Hierdoor kan uw organisatie kiezen voor een gemeenschappelijke gedeelde aanmelding voor alle gebruikers, zodat gebruikers geen individuele inloggegevens hoeven te beheren.
-
Schakel het selectievakje Accountgegevens opslaan uit om te voorkomen dat de velden Gebruikersnaam en Wachtwoord worden opgeslagen in het configuratiebestand en in plaats daarvan de gebruiker te verplichten deze gegevens in te voeren telkens wanneer de software probeert de WMS of WFS data te laden.
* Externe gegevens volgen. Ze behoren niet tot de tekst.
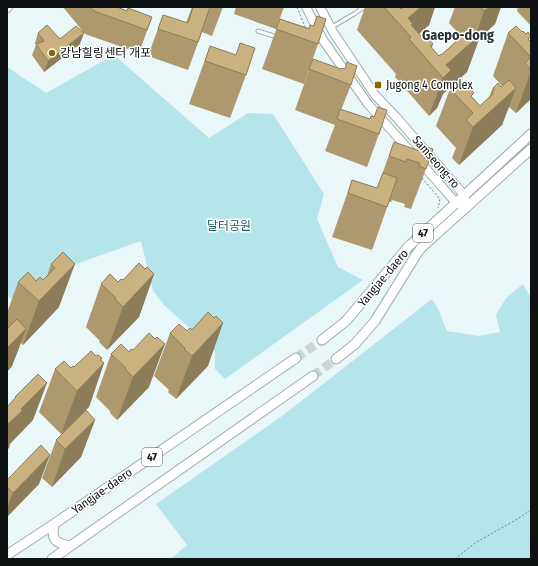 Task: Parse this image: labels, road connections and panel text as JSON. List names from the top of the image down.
{
  "streets": {
    "main road": ["Samseong-ro", "47", "Yangjae-daero"]
  },
  "crossings": [
    ["Samseong-ro", "Yangjae-daero"]
  ],
  "districts": ["Gaepo-dong"],
  "parks": ["달터공원"],
  "places": {
    "other": ["강남힐링센터 개포"],
    "transit": ["Jugong 4 Complex"]
  }
} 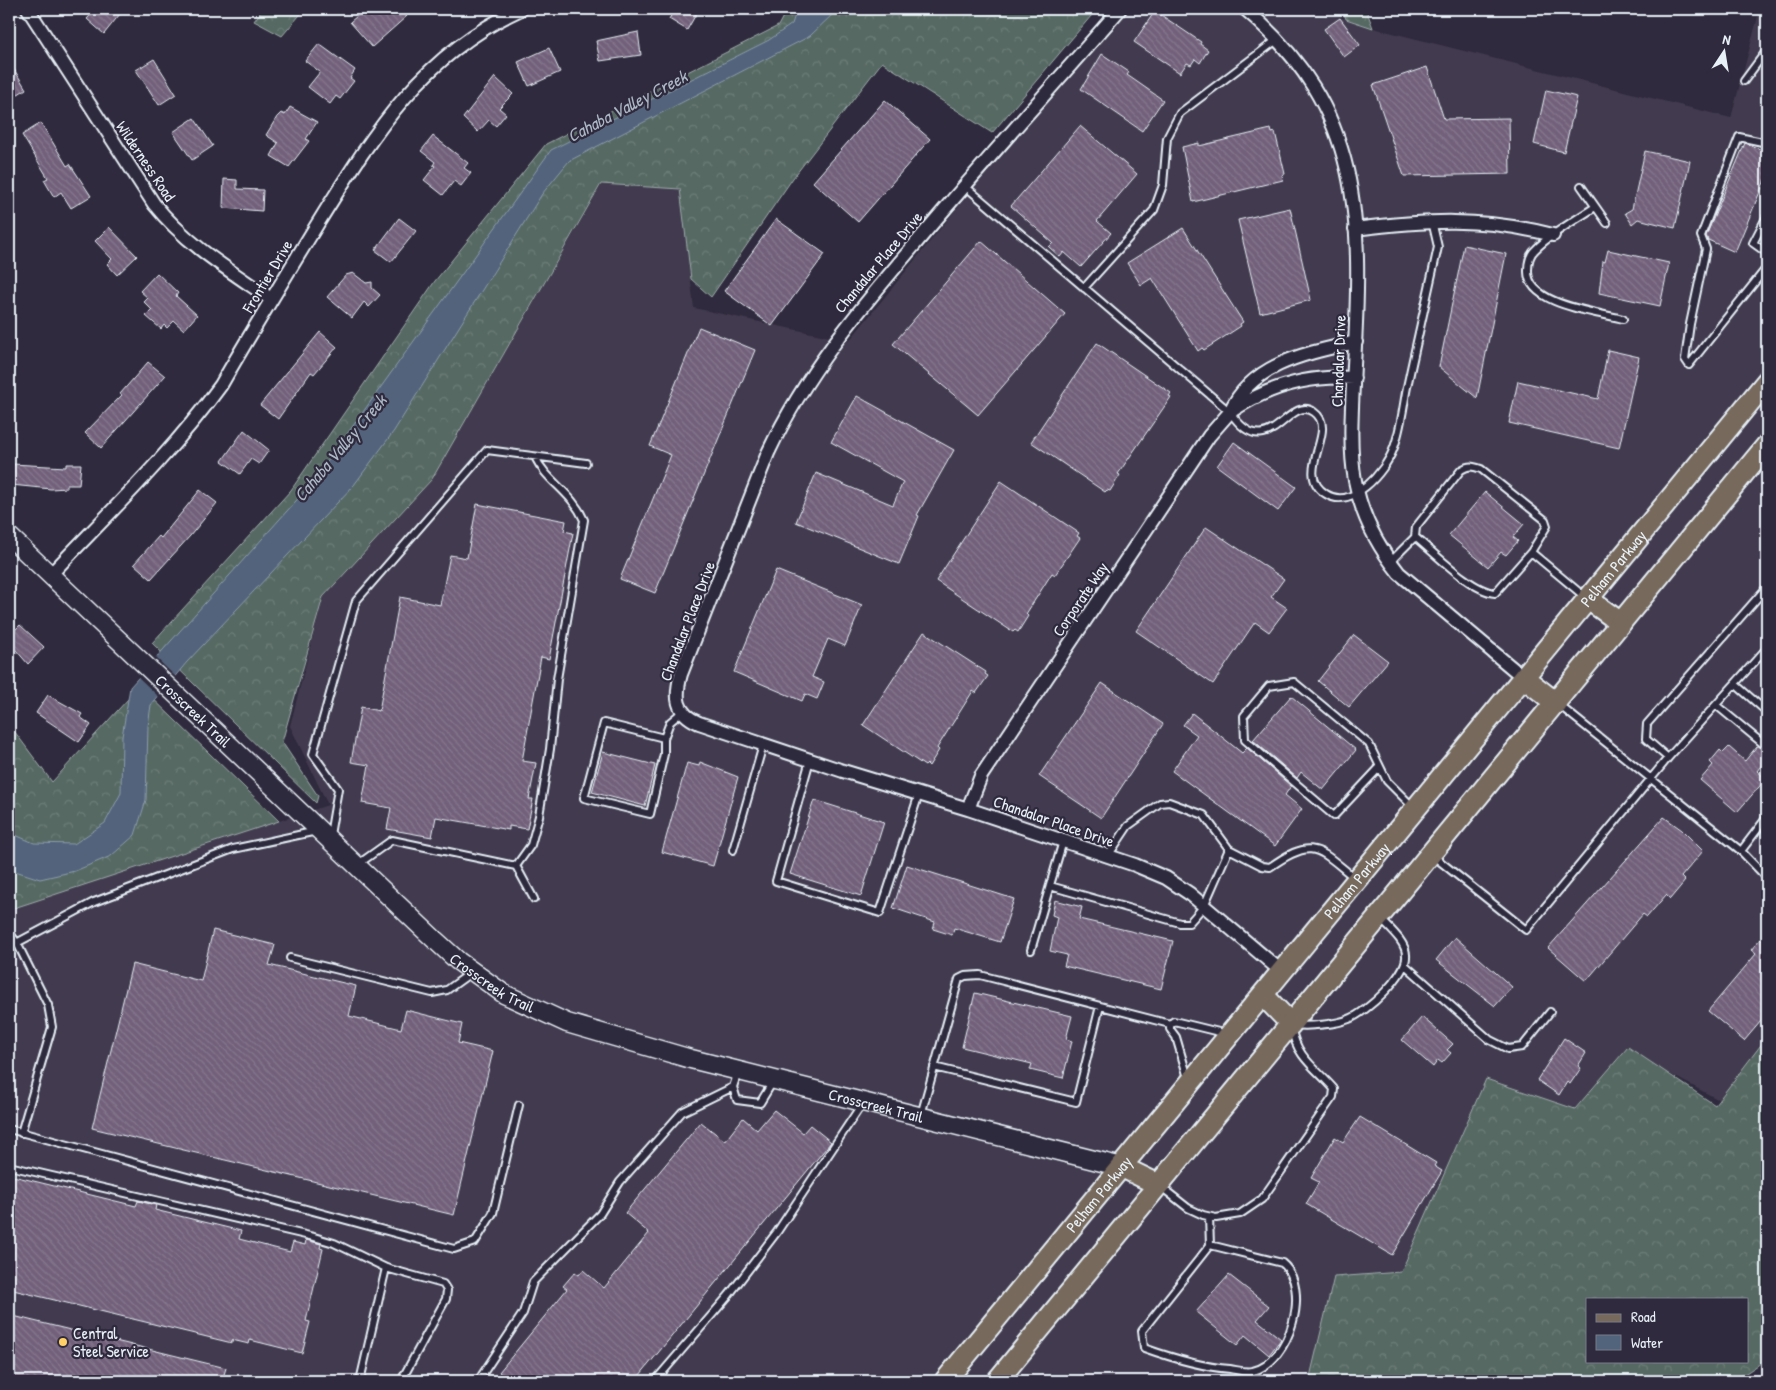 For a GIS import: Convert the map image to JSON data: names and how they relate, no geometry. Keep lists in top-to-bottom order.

Hierdoor kan uw organisatie de verbeterde beveiliging gebruiken, waarbij elke individuele gebruiker moet inloggen en op individueel niveau toegang moet krijgen tot elke feature service.
-
-
Nadat u de juiste gegevens hebt ingevoerd, tikt u op Test om de ontvangst van een geldig aanmeldings-token te bevestigen. Een bericht bevestigt dat de software met de server kan communiceren, of dat er een probleem is.

Nadat u de URL voor een WFS hebt ingevoerd, configureert u de overige instellingen voor de webkaart:
-
Controleer of in het veld Coördinatensysteem de juiste EPSG-code wordt weergegeven. De EPSG-codes in de lijst worden aangeleverd door de WFS. Trimble Access selecteert de meest waarschijnlijke EPSG-code die moet worden gebruikt, op basis van data die al in de job aanwezig is.
De EPSG-code moet passen bij het coördinatensysteem en de zone van de job. Als u niet zeker bent van de juiste EPSG-code voor het coördinatensysteem en de zone die u gebruikt, gaat u naar de EPSG.io website: epsg.io/.
-
Selecteer in het veld Bounding box type het formaat en volgorde van de coördinaten die door de bounding box functie worden gebruikt.
Web feature services die gebruik maken van de oudere OGC WFS 1.1.0 standaard vereisten vaak bounding box coördinaten in omgekeerde breedte- en lengtegraad coördinaten volgorde.
- Het veld Bounding box EPSG verzenden bepaalt of de bounding box coördinaten EPSG aan de ophaal aanvraag van de bounding box wordt toegevoegd. Deze instelling hoeft maar zelden te worden aangepast en als u het niet zeker weet, laat deze dan op Ja (standaard) staan.
-
Schakel het selectievakje As volgorde omkeren in om de coördinaten volgorde van ontvangen feature data om te keren.
Web feature services die gebruik maken van de OGC WFS-standaard en data in GML-formaat aanleveren, vereisen vaak een omgekeerde coördinaten volgorde.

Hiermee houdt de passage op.